▸ **YOUR ASSIGNMENT**: For the data below, please report each line where the word "absolute" is found.

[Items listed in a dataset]
::::::

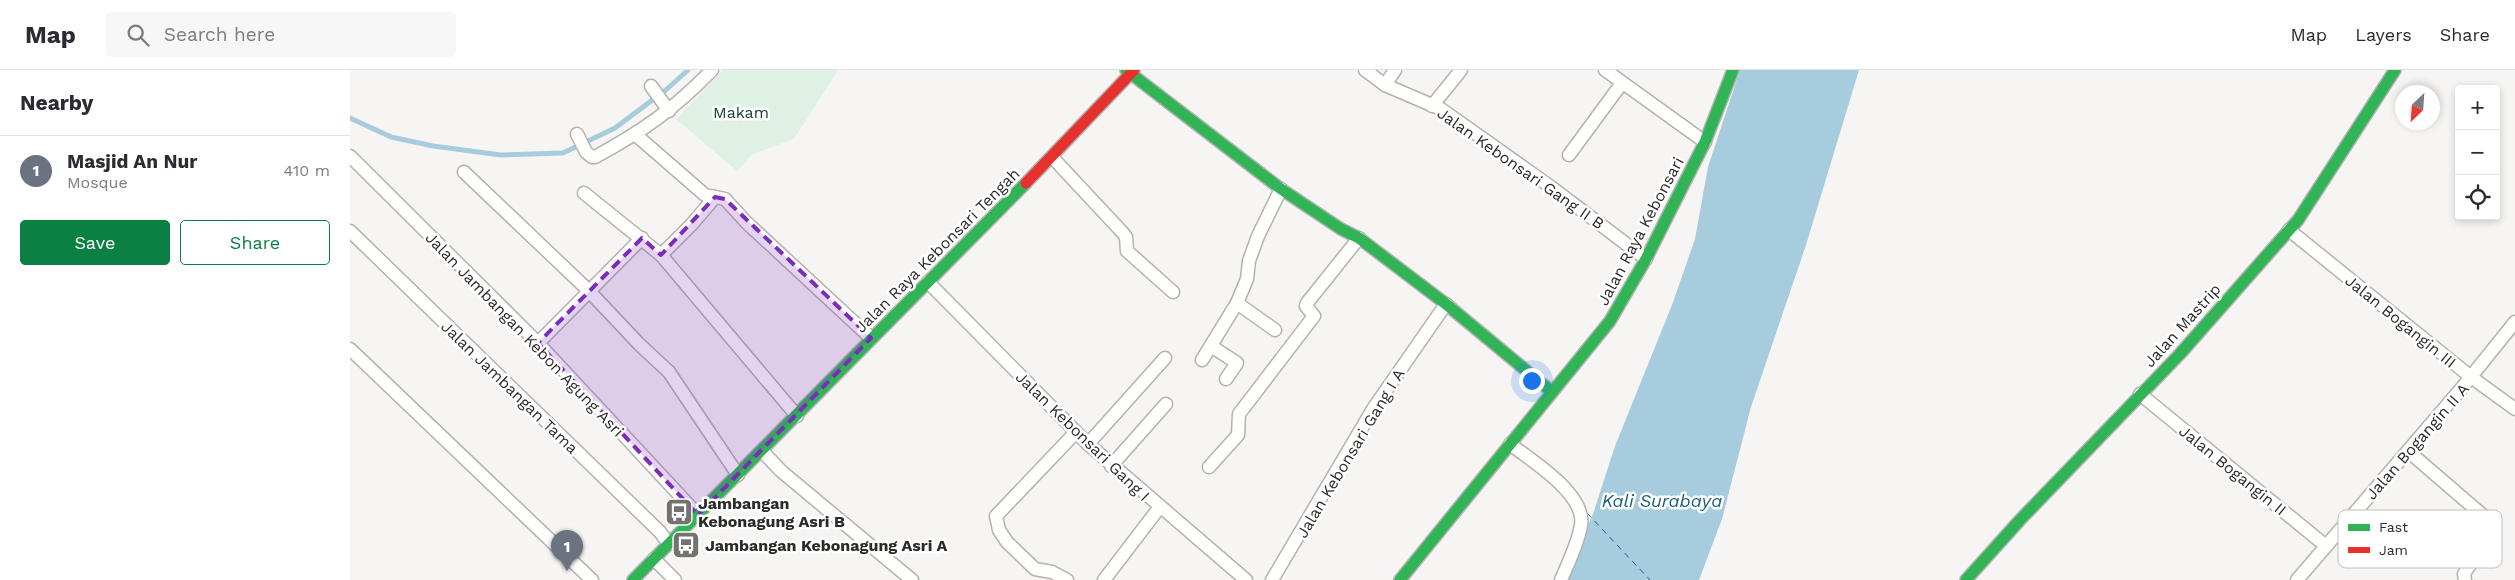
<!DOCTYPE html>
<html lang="en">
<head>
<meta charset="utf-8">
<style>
  :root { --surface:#fff; --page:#f7f7f7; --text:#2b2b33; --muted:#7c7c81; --line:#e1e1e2; --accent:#0b8043 }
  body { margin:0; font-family:"Work Sans",sans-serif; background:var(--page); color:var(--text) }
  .controls { position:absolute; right:15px; top:15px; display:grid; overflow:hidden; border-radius:5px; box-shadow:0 2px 8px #0003 }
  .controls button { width:45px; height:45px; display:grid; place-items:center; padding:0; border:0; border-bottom:1px solid var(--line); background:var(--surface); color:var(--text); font:25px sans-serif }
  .compass { position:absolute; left:2045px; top:15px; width:45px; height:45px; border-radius:50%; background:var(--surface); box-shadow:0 2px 8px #0003; rotate:205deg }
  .you { position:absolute; left:1181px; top:310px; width:18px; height:18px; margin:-12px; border:4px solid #fff; border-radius:50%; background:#1a73e8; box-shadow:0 0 0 8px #1a73e833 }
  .badge { display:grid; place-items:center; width:32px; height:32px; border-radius:50%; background:var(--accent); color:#fff; font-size:16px; font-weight:700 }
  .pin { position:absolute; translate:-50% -41px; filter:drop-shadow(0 1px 2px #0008) }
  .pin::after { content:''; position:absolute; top:26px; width:18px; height:15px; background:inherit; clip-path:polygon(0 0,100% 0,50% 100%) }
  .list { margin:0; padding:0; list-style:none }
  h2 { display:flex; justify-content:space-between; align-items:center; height:65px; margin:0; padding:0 20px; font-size:21px }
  h2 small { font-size:16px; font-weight:400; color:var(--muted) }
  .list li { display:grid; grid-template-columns:32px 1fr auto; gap:15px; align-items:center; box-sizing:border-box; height:70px; padding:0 20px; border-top:1px solid var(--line) }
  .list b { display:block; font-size:19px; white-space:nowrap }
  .list p { margin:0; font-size:16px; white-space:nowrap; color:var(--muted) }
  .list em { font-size:16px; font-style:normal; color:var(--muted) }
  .actions { display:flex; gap:10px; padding:15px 20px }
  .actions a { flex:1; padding:11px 0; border:1px solid var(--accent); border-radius:5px; text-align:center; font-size:18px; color:var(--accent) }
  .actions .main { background:var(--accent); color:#fff }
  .icon { flex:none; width:28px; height:28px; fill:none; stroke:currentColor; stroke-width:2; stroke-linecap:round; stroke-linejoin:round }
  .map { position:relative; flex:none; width:2165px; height:510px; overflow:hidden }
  header { display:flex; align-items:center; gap:30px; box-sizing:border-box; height:70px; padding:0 25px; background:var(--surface); border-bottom:1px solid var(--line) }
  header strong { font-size:24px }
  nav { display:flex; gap:28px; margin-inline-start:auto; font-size:18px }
  .search { width:350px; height:45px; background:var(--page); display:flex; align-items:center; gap:12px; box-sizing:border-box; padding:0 18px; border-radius:5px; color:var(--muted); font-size:19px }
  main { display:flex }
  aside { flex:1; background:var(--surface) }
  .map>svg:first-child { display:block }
  .green { fill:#dff0e5 }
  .water { fill:#a6ccde }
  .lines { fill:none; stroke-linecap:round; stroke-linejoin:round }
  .stream { stroke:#a6ccde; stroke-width:5 }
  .ferry { stroke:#185d79; stroke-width:1; stroke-dasharray:6 5; stroke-linecap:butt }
  .street-casing { stroke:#b3b2b1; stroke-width:15 }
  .fast-casing { stroke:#b3b2b1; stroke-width:14 }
  .jam-casing { stroke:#b3b2b1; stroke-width:14 }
  .street { stroke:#fefefd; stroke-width:12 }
  .fast { stroke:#30b455; stroke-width:11 }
  .jam { stroke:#e5322d; stroke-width:11 }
  .marked { fill:#7b2cbf; fill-opacity:0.2; stroke:#7b2cbf; stroke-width:4; stroke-dasharray:10 6; stroke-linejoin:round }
  .labels { text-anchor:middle; stroke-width:5; stroke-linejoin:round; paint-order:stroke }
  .park-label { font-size:16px; fill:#113d2a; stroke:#fff }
  .street-label { font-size:16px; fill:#2c2b2a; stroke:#fff }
  .poi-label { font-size:16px; font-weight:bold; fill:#2c2b2a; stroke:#fff; text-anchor:start }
  .water-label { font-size:18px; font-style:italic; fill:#185d79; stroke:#fff }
  .key { fill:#fff; stroke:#c0bfbf; stroke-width:1 }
  .key-label { font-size:14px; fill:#2c2b2a }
</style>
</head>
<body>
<header>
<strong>Map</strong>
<div class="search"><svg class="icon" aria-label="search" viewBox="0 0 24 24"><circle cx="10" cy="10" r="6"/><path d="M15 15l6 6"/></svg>Search here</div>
<nav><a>Map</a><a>Layers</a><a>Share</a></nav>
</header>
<main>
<aside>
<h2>Nearby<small></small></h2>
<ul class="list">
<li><span class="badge" style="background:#6b7280">1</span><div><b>Masjid An Nur</b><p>Mosque</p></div><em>410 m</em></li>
</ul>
<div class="actions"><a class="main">Save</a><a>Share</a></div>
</aside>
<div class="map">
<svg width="2165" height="510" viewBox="0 0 2165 510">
  <rect width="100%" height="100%" fill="#f7f5f4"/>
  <polygon class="green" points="373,0 488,0 444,69 403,84 387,101 326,49"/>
  <polygon class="water" points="1390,0 1509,0 1456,175 1401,337 1372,449 1349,510 1213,510 1243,444 1265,376 1322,235 1345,169 1358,97"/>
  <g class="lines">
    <polyline class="stream" points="0,48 41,67 83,76 151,85 213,83 265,58 317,19 338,0"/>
    <polyline class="ferry" points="1237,443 1300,510"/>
    <g class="street-casing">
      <g id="street">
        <polyline points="1015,0 1035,15 1091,39 1201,117 1296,189"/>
        <polyline points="1255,0 1355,72"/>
        <polyline points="1035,15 1045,0"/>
        <polyline points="301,16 319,41"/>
        <polyline points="1082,36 1111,0"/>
        <path d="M 227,64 L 236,82 L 242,87 L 245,87 C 293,61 324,39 362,0"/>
        <polyline points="286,65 355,125 375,129 396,152 521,268"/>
        <polyline points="1219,85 1272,13"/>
        <polyline points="0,86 188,273 348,445"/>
        <polyline points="702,87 773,163 776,167 777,181 823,222"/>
        <polyline points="114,102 238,220 289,274 319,302 388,405"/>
        <polyline points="234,123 311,185 447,346"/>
        <polyline points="1939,160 2121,307 2165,339"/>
        <polyline points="0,161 310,462 319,474"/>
        <polyline points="311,185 342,154 365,127"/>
        <polyline points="578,212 738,374 896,510"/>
        <polyline points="887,233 925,260"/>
        <polyline points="188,273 292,168"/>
        <polyline points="861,276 887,293 876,309"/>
        <polyline points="0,279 242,510"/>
        <polyline points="852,290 887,233 897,209 899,191 908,166 931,119"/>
        <polyline points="1790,324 1976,476"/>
        <polyline points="738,374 815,288"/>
        <path d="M 1160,374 C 1182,391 1236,424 1231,455 C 1228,474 1218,493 1211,510"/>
        <polyline points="412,381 431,401 562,510"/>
        <polyline points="2058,381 2144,455 2143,462 2117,499 2114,504 2115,510"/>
        <polyline points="761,396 816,334"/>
        <polyline points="859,397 888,365 889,344 964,246 956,236 957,233 1009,168"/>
        <polyline points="304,489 325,510"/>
        <polyline points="717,510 702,502 685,499 657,472 649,460 646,446 726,362"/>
        <polyline points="754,510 809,438"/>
        <polyline points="922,510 1023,339 1096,234"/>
        <polyline points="1947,510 2111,319 2165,252"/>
      </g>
    </g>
    <g class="fast-casing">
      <g id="fast">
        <polyline points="776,0 931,119 991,159 1009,168 1096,234 1202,322"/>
        <polyline points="283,510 676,113"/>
        <polyline points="1050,510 1260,251 1296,189 1355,72 1383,0"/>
        <polyline points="1616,510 1670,450 1829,285 1948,150 2045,0"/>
      </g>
    </g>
    <g class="jam-casing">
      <polyline id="jam" points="676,113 784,0"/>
    </g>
    <use href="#street" class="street"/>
    <use href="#fast" class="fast"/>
    <use href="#jam" class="jam"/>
  </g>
  <path class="marked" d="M 365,127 L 375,129 L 521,268 L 348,445 L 188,273 L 292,168 L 311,185 Z"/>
  <defs>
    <g id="bus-square" transform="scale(1.4375)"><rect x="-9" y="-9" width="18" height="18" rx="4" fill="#737271" stroke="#fff"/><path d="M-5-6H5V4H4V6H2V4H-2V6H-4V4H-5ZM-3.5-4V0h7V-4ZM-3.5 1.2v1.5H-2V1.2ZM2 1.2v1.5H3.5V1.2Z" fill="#fff"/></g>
  </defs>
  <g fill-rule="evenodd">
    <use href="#bus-square" x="329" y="442"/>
    <use href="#bus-square" x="336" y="475"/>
  </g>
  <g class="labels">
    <g class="park-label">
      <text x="391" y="48">Makam</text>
    </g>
    <g class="street-label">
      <text transform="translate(1171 98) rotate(35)" y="6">Jalan Kebonsari Gang II B</text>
      <text transform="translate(1290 161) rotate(-62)" y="6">Jalan Raya Kebonsari</text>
      <text transform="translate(587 180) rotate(-45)" y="6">Jalan Raya Kebonsari Tengah</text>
      <text transform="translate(2051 251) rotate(39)" y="6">Jalan Bogangin III</text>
      <text transform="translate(1832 255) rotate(-48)" y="6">Jalan Mastrip</text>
      <text transform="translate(175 264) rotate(46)" y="6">Jalan Jambangan Kebon Agung Asri</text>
      <text transform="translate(160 317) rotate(44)" y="6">Jalan Jambangan Tama</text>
      <text transform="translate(733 366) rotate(44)" y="6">Jalan Kebonsari Gang I</text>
      <text transform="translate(2067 371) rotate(-49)" y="6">Jalan Bogangin II A</text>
      <text transform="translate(1000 383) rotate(-59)" y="6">Jalan Kebonsari Gang I A</text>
      <text transform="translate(1883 400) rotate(39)" y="6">Jalan Bogangin II</text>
    </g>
    <g class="poi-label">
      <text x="348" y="439">Jambangan<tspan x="348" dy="18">Kebonagung Asri B</tspan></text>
      <text x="355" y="481">Jambangan Kebonagung Asri A</text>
    </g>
    <g class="water-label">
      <text x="1312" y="437">Kali Surabaya</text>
    </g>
  </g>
  <rect x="1988" y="440" width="164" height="58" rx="8" class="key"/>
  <rect x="1998" y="454" width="22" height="7" fill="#30b455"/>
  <rect x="1998" y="477" width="22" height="6" fill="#e5322d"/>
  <g class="key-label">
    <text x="2029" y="462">Fast</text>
    <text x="2029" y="485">Jam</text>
  </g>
</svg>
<div class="controls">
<button>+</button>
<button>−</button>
<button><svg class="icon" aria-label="locate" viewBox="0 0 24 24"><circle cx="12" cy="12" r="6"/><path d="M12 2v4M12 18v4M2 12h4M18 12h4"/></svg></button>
</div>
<svg class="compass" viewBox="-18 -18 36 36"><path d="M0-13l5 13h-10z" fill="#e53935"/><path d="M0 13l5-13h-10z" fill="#7c7c81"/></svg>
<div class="you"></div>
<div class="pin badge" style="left:217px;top:501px;background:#6b7280">1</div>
</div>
</main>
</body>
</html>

::::::

▸ **SOLUTION**:
  .controls { position:absolute; right:15px; top:15px; display:grid; overflow:hidden; border-radius:5px; box-shadow:0 2px 8px #0003 }
  .compass { position:absolute; left:2045px; top:15px; width:45px; height:45px; border-radius:50%; background:var(--surface); box-shadow:0 2px 8px #0003; rotate:205deg }
  .you { position:absolute; left:1181px; top:310px; width:18px; height:18px; margin:-12px; border:4px solid #fff; border-radius:50%; background:#1a73e8; box-shadow:0 0 0 8px #1a73e833 }
  .pin { position:absolute; translate:-50% -41px; filter:drop-shadow(0 1px 2px #0008) }
  .pin::after { content:''; position:absolute; top:26px; width:18px; height:15px; background:inherit; clip-path:polygon(0 0,100% 0,50% 100%) }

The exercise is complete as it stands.